The Isocnz council has spiked a report from its own working group which recommends the removal of the domain name registry function from Domainz.
The group, led by Victoria University's John Hine, was tasked in March with reviewing and making recommendations on the framework within which the domain name system for the .nz country-code domain is administered and managed. Its members include council chair Peter Dengate Thrush and Isocnz's well-regarded executive director Sue Leader, both in an ex-officio capacity.
Recommendations in its draft report include the adoption of an ICANN-style shared registry system, under which the registry database and customer service functions of the DNS would be separated - meaning Domainz would compete on the same basis as other organisations which wish to act as registrars. Registars - typically ISPs and Internmet developers - can currently act only as agents for Domainz.

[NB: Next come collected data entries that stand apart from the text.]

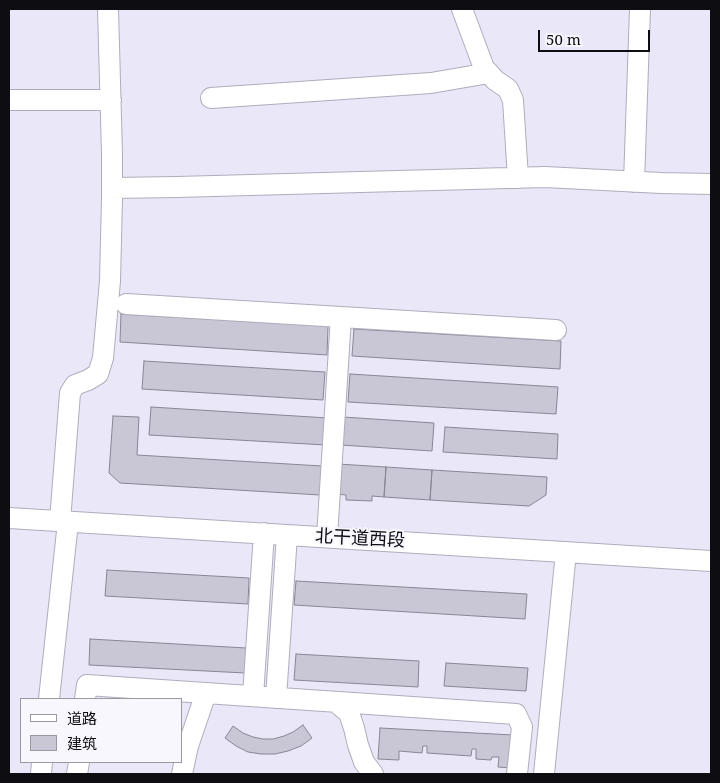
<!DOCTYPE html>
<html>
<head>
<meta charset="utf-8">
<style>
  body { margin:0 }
  #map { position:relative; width:720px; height:783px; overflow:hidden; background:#eae8f8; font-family:"Noto Serif","Noto Sans SC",serif }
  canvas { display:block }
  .frame { position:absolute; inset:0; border:10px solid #0e0d12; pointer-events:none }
  .legend { position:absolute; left:20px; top:698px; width:162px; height:65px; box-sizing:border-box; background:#f8f7fd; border:1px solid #9a999f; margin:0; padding:6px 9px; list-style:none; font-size:15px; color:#0e0d12 }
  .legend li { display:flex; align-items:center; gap:10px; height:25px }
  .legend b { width:25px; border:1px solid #9a999f }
  .scale { position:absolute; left:538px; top:30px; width:112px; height:22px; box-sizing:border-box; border:2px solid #0e0d12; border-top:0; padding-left:6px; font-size:15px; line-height:18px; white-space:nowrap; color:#0e0d12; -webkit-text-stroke:4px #f8f7fd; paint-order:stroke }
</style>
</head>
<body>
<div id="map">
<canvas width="720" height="783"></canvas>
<div class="frame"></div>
<ul class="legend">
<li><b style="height:6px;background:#fff"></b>道路</li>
<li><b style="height:14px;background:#c9c7d6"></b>建筑</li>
</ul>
<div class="scale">50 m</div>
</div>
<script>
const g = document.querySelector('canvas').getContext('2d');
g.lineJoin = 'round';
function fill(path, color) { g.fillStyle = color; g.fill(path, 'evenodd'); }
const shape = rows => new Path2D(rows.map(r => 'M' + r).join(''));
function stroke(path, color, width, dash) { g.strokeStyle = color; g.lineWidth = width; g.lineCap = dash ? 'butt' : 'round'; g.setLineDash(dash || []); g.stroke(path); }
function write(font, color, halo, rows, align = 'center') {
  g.font = font + ' "Noto Serif","Noto Sans SC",serif'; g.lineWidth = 4; g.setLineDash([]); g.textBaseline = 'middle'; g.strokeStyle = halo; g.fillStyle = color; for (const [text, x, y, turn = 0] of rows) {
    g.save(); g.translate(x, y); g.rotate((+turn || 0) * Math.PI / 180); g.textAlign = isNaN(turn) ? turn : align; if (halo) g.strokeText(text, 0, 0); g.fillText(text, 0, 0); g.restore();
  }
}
const building = shape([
  [121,314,328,326,327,355,120,342,121,314],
  [354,329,561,341,560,369,352,356,354,329],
  [144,361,325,372,323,400,142,389,144,361],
  [350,374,558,387,556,414,348,402,350,374],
  [151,407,328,418,326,445,149,435,151,407],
  [113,416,139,417,137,455,322,466,320,495,120,483,109,473,113,416],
  [343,417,434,423,432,451,341,445,343,417],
  [445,427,558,434,557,459,443,452,445,427],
  [338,464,386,467,384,497,372,496,372,501,346,500,346,495,336,494,338,464],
  [386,467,432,470,430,500,384,497,386,467],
  [432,470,547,477,546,495,529,506,430,500,432,470],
  [107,570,249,578,248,604,105,596,107,570],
  [296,581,527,594,525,619,294,605,296,581],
  [90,639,246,648,245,673,89,665,90,639],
  [296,654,419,661,418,687,294,680,296,654],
  [446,663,528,668,526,691,444,686,446,663],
  [303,725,312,738,301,746,288,751,275,754,261,754,248,752,236,746,225,738,233,726,243,733,253,737,263,739,273,739,284,736,293,732,303,725],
  [380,728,513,735,512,768,498,767,499,757,492,757,491,760,476,759,476,749,472,749,471,756,427,753,427,746,423,746,422,753,399,751,399,760,378,759,380,728]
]);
const minor = shape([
  [462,9,484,68,495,80,508,89,513,100,518,178],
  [211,98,431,83,489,73],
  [9,100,111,100],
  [634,182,640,9],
  [112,188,177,187,545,177,661,183,711,184],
  [126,304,556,330],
  [9,518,711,561],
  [60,521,70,393,75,385,88,380,98,374,103,358,110,281,112,198,112,154,108,9],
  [327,537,341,317],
  [253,696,264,533],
  [276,698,287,535],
  [49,699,68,522],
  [85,699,87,685,516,714,522,727,517,774],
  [336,702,349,713,354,728,358,745,364,762,373,774],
  [41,774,42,762],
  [77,774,79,762],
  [182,774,188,746,206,693],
  [544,774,566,552]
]);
const streetNames = [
  ["北干道西段",360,539,3]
];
fill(building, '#c9c7d6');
stroke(building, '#888694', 1);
stroke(minor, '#afadbc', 22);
stroke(minor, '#fff', 20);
write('18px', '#0e0d12', '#f8f7fd', streetNames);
</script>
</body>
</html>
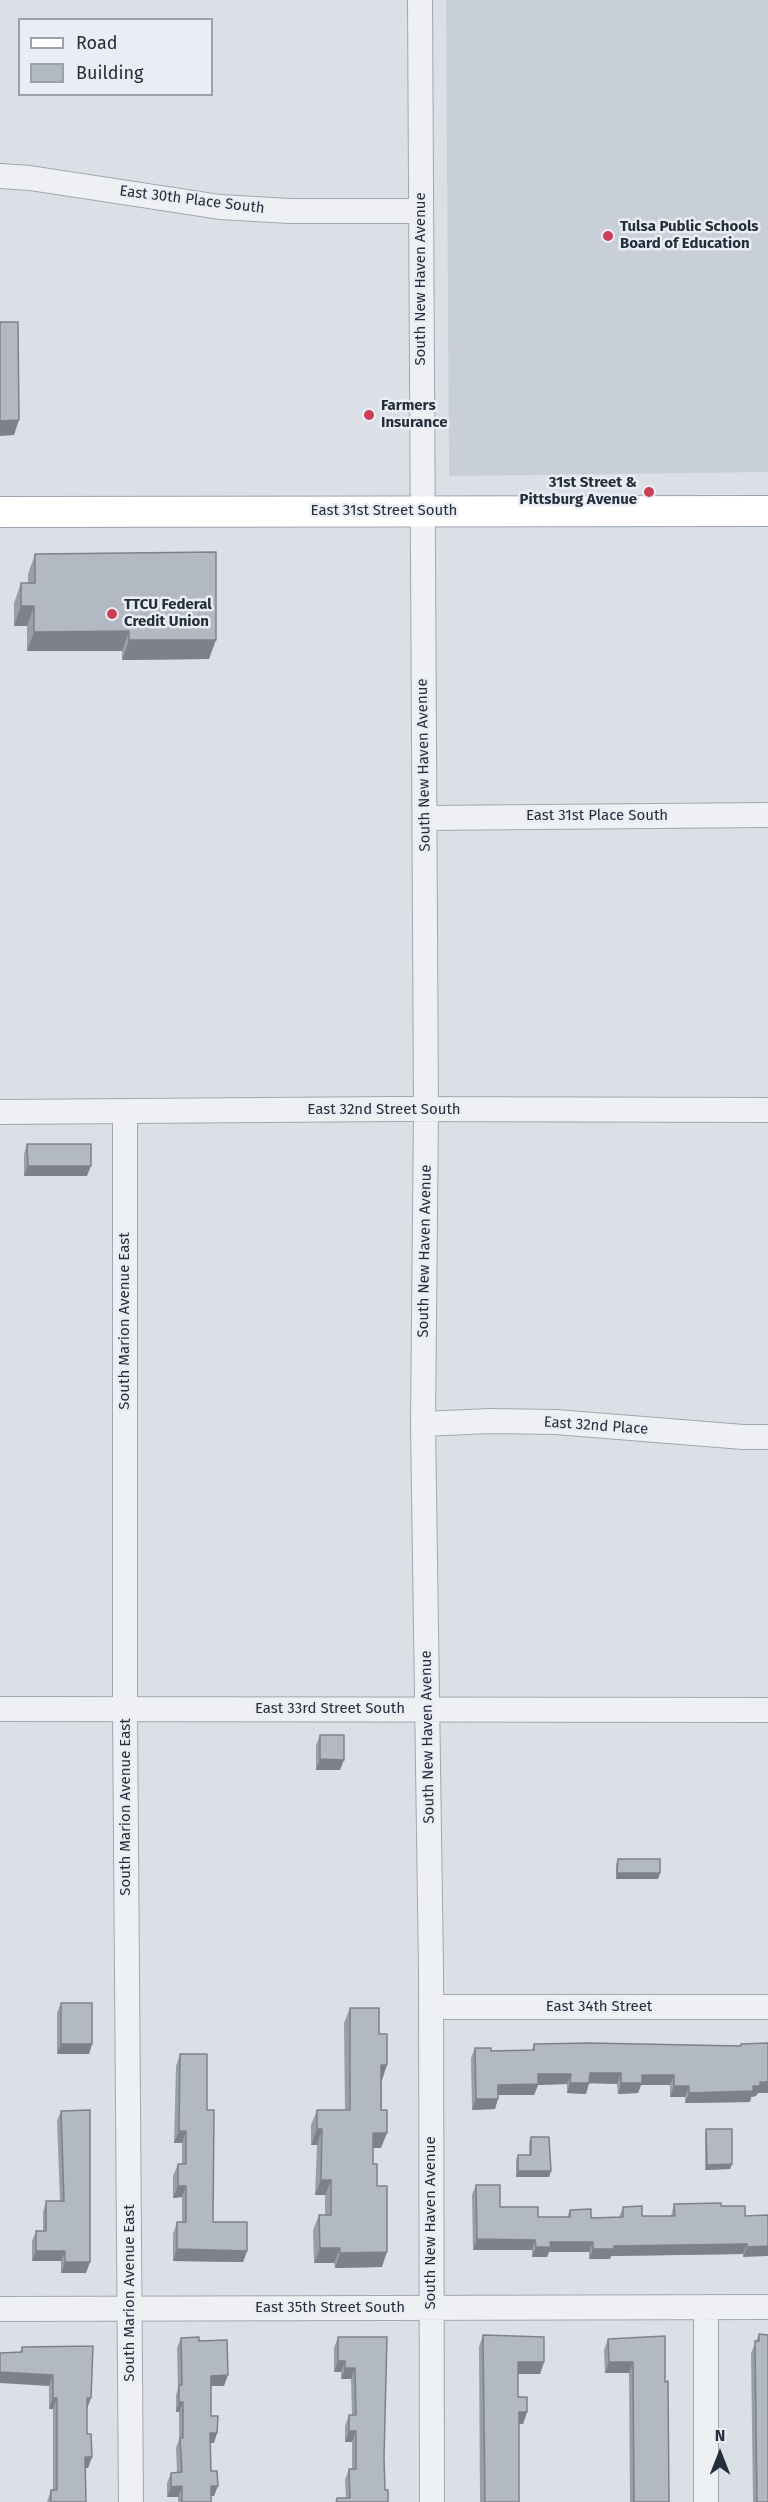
<!DOCTYPE html>
<style>
body{margin:0}
#map{position:relative;width:768px;height:2502px;overflow:hidden;background:#dbe0e6;font-family:"Fira Sans",sans-serif}
canvas{display:block}
.legend{position:absolute;left:18px;top:18px;width:195px;height:78px;box-sizing:border-box;background:#eaeef4;border:2px solid #9ba1aa;margin:0;padding:8px 10px;list-style:none;font-size:18px;color:#252e3c}
.legend li{display:flex;align-items:center;gap:12px;height:30px}
.legend b{width:30px;border:2px solid #9ba1aa}
.north{position:absolute;left:690px;top:2424px;width:60px;height:60px;-webkit-text-stroke:4px #eaeef4;paint-order:stroke;rotate:0deg;font-size:16px;font-weight:700;line-height:24px;text-align:center;color:#252e3c}
.north::after{content:'';display:block;margin:auto;width:21px;height:27px;background:#252e3c;clip-path:polygon(50% 0,100% 100%,50% 72%,0 100%)}
</style>
<div id="map">
<canvas width="768" height="2502"></canvas>
<ul class="legend">
<li><b style="height:8px;background:#fff"></b>Road</li>
<li><b style="height:16px;background:#b2b9c2"></b>Building</li>
</ul>
<div class="north">N</div>
</div>
<script>
const g = document.querySelector('canvas').getContext('2d');
g.lineJoin = 'round';
function paint(path, color) {
  g.fillStyle = color;
  g.fill(path, 'evenodd');
}
function toPath(rows) {
  const path = new Path2D();
  for (const r of rows) {
    path.moveTo(r[0], r[1]);
    for (let i = 2; i < r.length; i += 2) path.lineTo(r[i], r[i + 1]);
  }
  return path;
}
function strokePath(path, color, width, dash) {
  g.strokeStyle = color;
  g.lineWidth = width;
  g.lineCap = dash ? 'butt' : 'round';
  g.setLineDash(dash || []);
  g.stroke(path);
}
function label(font, color, halo, rows, align = 'center') {
  g.font = font + ' "Fira Sans",sans-serif';
  g.lineWidth = 5;
  g.setLineDash([]);
  g.textBaseline = 'middle';
  g.strokeStyle = halo;
  g.fillStyle = color;
  for (const [text, x, y, turn = 0] of rows) {
    g.save();
    g.translate(x, y);
    g.rotate((+turn || 0) * Math.PI / 180);
    g.textAlign = isNaN(turn) ? turn : align;
    if (halo) g.strokeText(text, 0, 0);
    g.fillText(text, 0, 0);
    g.restore();
  }
}
const built = toPath([
 [446,0,768,0,768,472,449,476]
]);
const minor = toPath([
 [420,0,426,1109,423,1424,431,1969,432,2502],
 [0,176,30,178,220,207,290,211,421,211],
 [425,818,768,815],
 [0,1112,397,1109,768,1110],
 [125,1112,125,1709,131,2502],
 [423,1424,490,1421,556,1422,743,1437,768,1437],
 [0,1709,768,1710],
 [431,2007,768,2007],
 [706,2307,706,2502],
 [0,2309,768,2307]
]);
const major = toPath([
 [0,512,768,511]
]);
const wall = toPath([
 [35,554,209,659,122,660,122,651,27,651,27,626,14,626,14,603,21,583,28,583,28,574],
 [27,1144,87,1176,24,1176,24,1154],
 [320,1735,340,1770,316,1770,316,1745],
 [618,1859,660,1873,658,1879,616,1879,616,1864],
 [61,2003,92,2044,89,2054,57,2054,57,2013],
 [350,2008,379,2034,382,2080,381,2148,373,2148,373,2164,377,2186,382,2267,335,2268,334,2263,314,2263,313,2230,319,2215,325,2215,325,2195,315,2195,317,2145,311,2145,311,2125,317,2110,345,2110,344,2023],
 [534,2044,741,2046,741,2044,768,2093,758,2093,756,2096,751,2097,750,2102,685,2103,685,2097,670,2097,670,2085,641,2085,638,2093,618,2094,617,2084,589,2083,586,2094,567,2093,567,2084,538,2085,534,2095,498,2095,495,2109,472,2110,471,2058,475,2048,491,2051,532,2050],
 [180,2054,207,2110,213,2222,247,2251,243,2262,173,2261,173,2234,177,2222,182,2222,182,2197,173,2198,173,2176,178,2164,182,2164,182,2143,174,2143,176,2066],
 [61,2111,86,2273,61,2273,61,2261,32,2261,32,2241,36,2231,43,2231,43,2212,46,2201,60,2201,57,2121],
 [706,2129,732,2164,730,2169,705,2170,705,2135],
 [531,2137,551,2171,549,2177,516,2177,516,2160,518,2155,529,2155,529,2142],
 [476,2185,500,2207,538,2217,567,2217,570,2210,591,2218,619,2217,623,2207,642,2216,671,2216,674,2204,721,2206,745,2216,768,2215,743,2257,743,2254,611,2256,610,2259,589,2259,589,2252,549,2252,547,2257,532,2257,532,2250,473,2250,472,2195],
 [759,2334,768,2502,753,2502,751,2353],
 [483,2335,544,2362,540,2374,518,2374,518,2397,527,2412,523,2424,519,2424,519,2502,480,2502,479,2347],
 [338,2337,387,2337,384,2458,385,2490,388,2502,335,2502,337,2498,346,2498,345,2480,349,2469,352,2469,352,2442,345,2442,345,2426,349,2415,352,2415,351,2379,341,2379,341,2372,334,2372,334,2348],
 [181,2338,199,2341,224,2386,211,2386,211,2416,214,2443,211,2443,211,2471,214,2496,211,2496,211,2502,178,2502,178,2497,167,2497,167,2483,171,2473,177,2473,176,2448,179,2440,179,2412,176,2412,176,2395,178,2388,177,2348],
 [608,2339,665,2382,669,2502,630,2502,629,2373,605,2373,604,2350],
 [22,2347,87,2408,87,2434,92,2457,88,2468,85,2468,86,2502,47,2502,51,2490,53,2490,53,2409,49,2409,49,2386,20,2352]
]);
const shadedWall = toPath([
 [19,420,14,435,0,436,0,421],
 [21,606,34,606,27,626,14,626],
 [129,631,122,651,27,651,34,632],
 [129,640,216,640,209,659,122,660],
 [28,1166,91,1166,87,1176,24,1176],
 [320,1759,344,1760,340,1770,316,1770],
 [617,1873,660,1873,658,1879,616,1879],
 [61,2044,92,2044,89,2054,57,2054],
 [381,2065,387,2065,382,2080,376,2080],
 [590,2073,621,2073,617,2084,586,2083],
 [538,2074,571,2074,567,2084,538,2085,534,2095,494,2095,498,2085],
 [642,2075,674,2075,670,2085,641,2085,638,2093,618,2094,621,2083],
 [760,2082,768,2082,768,2093,758,2093,756,2096,751,2097,750,2102,685,2103,689,2093],
 [570,2083,589,2083,586,2094,567,2093],
 [674,2086,689,2086,685,2097,670,2097],
 [476,2099,498,2099,495,2109,472,2110],
 [317,2129,322,2129,317,2145,311,2145],
 [179,2131,186,2131,182,2143,174,2143],
 [373,2133,387,2133,381,2148,368,2148],
 [732,2164,730,2169,705,2170,707,2165],
 [518,2171,551,2171,549,2177,516,2177],
 [321,2180,331,2180,325,2195,315,2195],
 [178,2186,186,2186,182,2197,173,2198],
 [477,2239,535,2240,532,2250,473,2250],
 [550,2242,593,2242,589,2252,549,2252,547,2257,532,2257,536,2247],
 [747,2244,743,2254,611,2256,610,2259,589,2259,593,2249,614,2246],
 [768,2246,768,2256,743,2257,747,2247],
 [320,2248,340,2248,334,2263,314,2263],
 [177,2249,247,2251,243,2262,173,2261],
 [36,2251,65,2251,61,2261,32,2261],
 [387,2252,382,2267,335,2268,340,2253],
 [65,2262,90,2262,86,2273,61,2273],
 [338,2361,345,2361,341,2372,334,2372],
 [518,2362,544,2362,540,2374,514,2374],
 [609,2362,633,2362,629,2373,605,2373],
 [345,2368,355,2368,351,2379,341,2379],
 [0,2372,53,2375,49,2386,0,2383],
 [228,2375,224,2386,207,2386,211,2376],
 [53,2398,57,2398,53,2409,49,2409],
 [87,2398,91,2398,87,2409],
 [179,2402,183,2402,179,2412,176,2412],
 [519,2412,527,2412,523,2424,514,2424],
 [349,2431,356,2431,352,2442,345,2442],
 [210,2433,217,2433,214,2443,207,2443],
 [85,2457,92,2457,88,2468,81,2468],
 [182,2486,178,2497,167,2497,171,2487],
 [211,2486,218,2486,214,2496,207,2496]
]);
const building = toPath([
 [0,322,18,322,19,420,0,421,0,322],
 [216,552,216,640,129,640,129,631,34,632,34,606,21,606,21,583,35,583,35,554,216,552],
 [27,1144,91,1144,91,1166,28,1166,27,1144],
 [320,1735,344,1735,344,1760,320,1759,320,1735],
 [618,1859,660,1859,660,1873,617,1873,618,1859],
 [61,2003,92,2003,92,2044,61,2044,61,2003],
 [350,2008,379,2008,379,2034,387,2034,387,2065,381,2065,381,2110,387,2110,387,2133,373,2133,373,2164,377,2164,377,2186,387,2186,387,2252,340,2253,340,2248,320,2248,319,2215,331,2215,331,2180,321,2180,322,2129,317,2129,317,2110,350,2110,350,2008],
 [589,2043,741,2046,741,2044,768,2043,768,2082,760,2082,760,2086,753,2086,753,2091,689,2093,689,2086,674,2086,674,2075,642,2075,642,2083,621,2083,621,2073,590,2073,589,2083,570,2083,571,2074,538,2074,538,2084,498,2085,498,2099,476,2099,475,2048,491,2048,491,2051,534,2050,534,2044,589,2043],
 [180,2054,207,2054,207,2110,214,2110,213,2222,247,2222,247,2251,177,2249,177,2222,186,2222,186,2186,178,2186,178,2164,186,2164,186,2131,179,2131,180,2054],
 [90,2110,90,2262,65,2262,65,2251,36,2251,36,2231,46,2231,46,2201,64,2201,61,2111,90,2110],
 [706,2129,732,2129,732,2164,707,2165,706,2129],
 [531,2137,549,2137,551,2171,518,2171,518,2155,531,2155,531,2137],
 [476,2185,500,2185,500,2207,538,2207,538,2217,570,2217,570,2210,591,2209,591,2218,623,2217,623,2207,642,2206,642,2216,675,2216,674,2204,721,2203,721,2206,745,2206,745,2216,768,2215,768,2246,747,2247,747,2244,614,2246,614,2249,593,2249,593,2242,550,2242,551,2247,536,2247,535,2240,477,2239,476,2185],
 [759,2334,768,2335,768,2502,757,2502,755,2341,759,2341,759,2334],
 [483,2335,544,2337,544,2362,518,2362,518,2397,527,2397,527,2412,519,2412,519,2502,485,2502,483,2335],
 [665,2336,665,2382,668,2381,669,2502,634,2502,633,2362,609,2362,608,2339,665,2336],
 [199,2337,199,2341,227,2340,228,2375,211,2376,211,2416,218,2416,217,2433,210,2433,211,2471,217,2471,218,2486,211,2486,211,2502,182,2502,182,2486,171,2487,171,2473,182,2472,180,2438,183,2438,183,2402,179,2402,179,2385,182,2385,181,2338,199,2337],
 [338,2337,387,2337,384,2458,385,2490,388,2490,388,2502,337,2502,337,2498,350,2498,349,2469,356,2469,356,2431,349,2431,349,2415,356,2415,355,2368,345,2368,345,2361,338,2361,338,2337],
 [93,2346,91,2398,87,2398,87,2434,91,2434,92,2457,85,2457,86,2502,51,2502,51,2490,57,2490,57,2398,53,2398,53,2375,0,2372,0,2353,22,2352,22,2347,93,2346]
]);
const markers = [
 [608,236,6,"#cd3d57"],
 [369,415,6,"#cd3d57"],
 [649,492,6,"#cd3d57"],
 [112,614,6,"#cd3d57"]
];
const streetNames = [
 ["East 30th Place South",192,200,7],
 ["South New Haven Avenue",421,279,-90],
 ["East 31st Street South",384,511],
 ["South New Haven Avenue",424,765,-91],
 ["East 31st Place South",597,816],
 ["East 32nd Street South",384,1110],
 ["South New Haven Avenue",425,1251,-89],
 ["South Marion Avenue East",125,1321,-90],
 ["East 32nd Place",596,1426,4],
 ["East 33rd Street South",330,1709],
 ["South New Haven Avenue",428,1737,-91],
 ["South Marion Avenue East",126,1807,-90],
 ["East 34th Street",599,2007],
 ["South New Haven Avenue",431,2223,-90],
 ["South Marion Avenue East",130,2293,-90],
 ["East 35th Street South",330,2308]
];
const poiNames = [
 ["Tulsa Public Schools",620,227],
 ["Board of Education",620,244],
 ["Farmers",381,406],
 ["Insurance",381,423],
 ["31st Street &",637,483,"right"],
 ["Pittsburg Avenue",637,500,"right"],
 ["TTCU Federal",124,605],
 ["Credit Union",124,622]
];
paint(built, '#c9cfd8');
strokePath(minor, '#a1a7b0', 26);
strokePath(major, '#9aa4b1', 32);
strokePath(minor, '#eef0f4', 24);
strokePath(major, '#fff', 30);
paint(wall, '#999fa7');
paint(shadedWall, '#7d8288');
paint(building, '#b2b9c2');
strokePath(building, '#7d8288', 1.5);
for (const [x, y, r, color] of markers) {
  const dot = new Path2D();
  dot.arc(x, y, r, 0, 2 * Math.PI);
  g.fillStyle = color;
  g.fill(dot);
  strokePath(dot, '#eaeef4', 2);
}
label('15px', '#252e3c', '#eaeef4', streetNames);
label('bold 15px', '#252e3c', '#eaeef4', poiNames, 'left');
</script>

But after the draft was presented to the Isocnz council meeting on May 26, the council passed a motion that "the Working Group report be rewritten, with the recommendations deleted and replaced by a number of key questions on which further input and discussion is invited, and presented" at the Isocnz AGM on June 23.
The motion was moved by council secretary Frank March and is based on a response written by March before the working group's draft report was published. The motion was seconded by councillor Andrew Mason, who is currently working as a consultant on implementation of the troubled Domainz Registry System - which would effectively be replaced under the Hine group's recommendations.
But the council may have no choice but to debate the Hine recommendations at its AGM. Former council member David Farrar says he has had motions bearing "very close resemblance to the recommendation[s] in the report" accepted for the AGM agenda.
With eight councillors - including Jim Higgins, whose dual role on the council and the board of Domainz has been the subject of criticism - ending their terms as of the AGM, June 23 is shaping up as a pivotal day for Isocnz and its registry business.
The recommendations listed in the draft report's executive summary are as follows:
1. That Isocnz adopt a Shared Registry Model for administering the DNS within .nz. This should be implemented by removing the Registry function from Domainz and maintaining Domainz as a Registrar.
2. That Isocnz establish an Implementation Team consisting of representatives of appropriate Council Committees and Working Groups, an industry representative and contracted project manager to oversee the transition.
3. Requirements to become a Registrar should be minimal: a legal entity willing to sign its contract and pay its invoices.
4. The charging regime use by the Registry should be as neutral as possible, reflecting the Registrars use of the Registry. A monthly charge should include a fixed or minimum component equivalent to approximately 100 names.
5. The information held in the Registry for each name should be that information required for the correct operation of the DNS, identification and authentication of both the responsible Registrar and the Registrant, and technical and administrative contacts for the name.
6. Isocnz should establish policy setting standards for the governance of the .nz portion of the DNS. This policy should be enforced through contracts.
7. Isocnz should adopt a Statement of Best Practice. This statement should be instrumental in the governance of the Registry and in the development of working relationships with Registrars.
8. A standing committee should be established to maintain liaison between Isocnz, the Registry and the Registrars.
9. Isocnz should consult with its legal advisors with a view to establishing a method for funding DNS policy development that is fully transparent and subject to annual approval of the membership.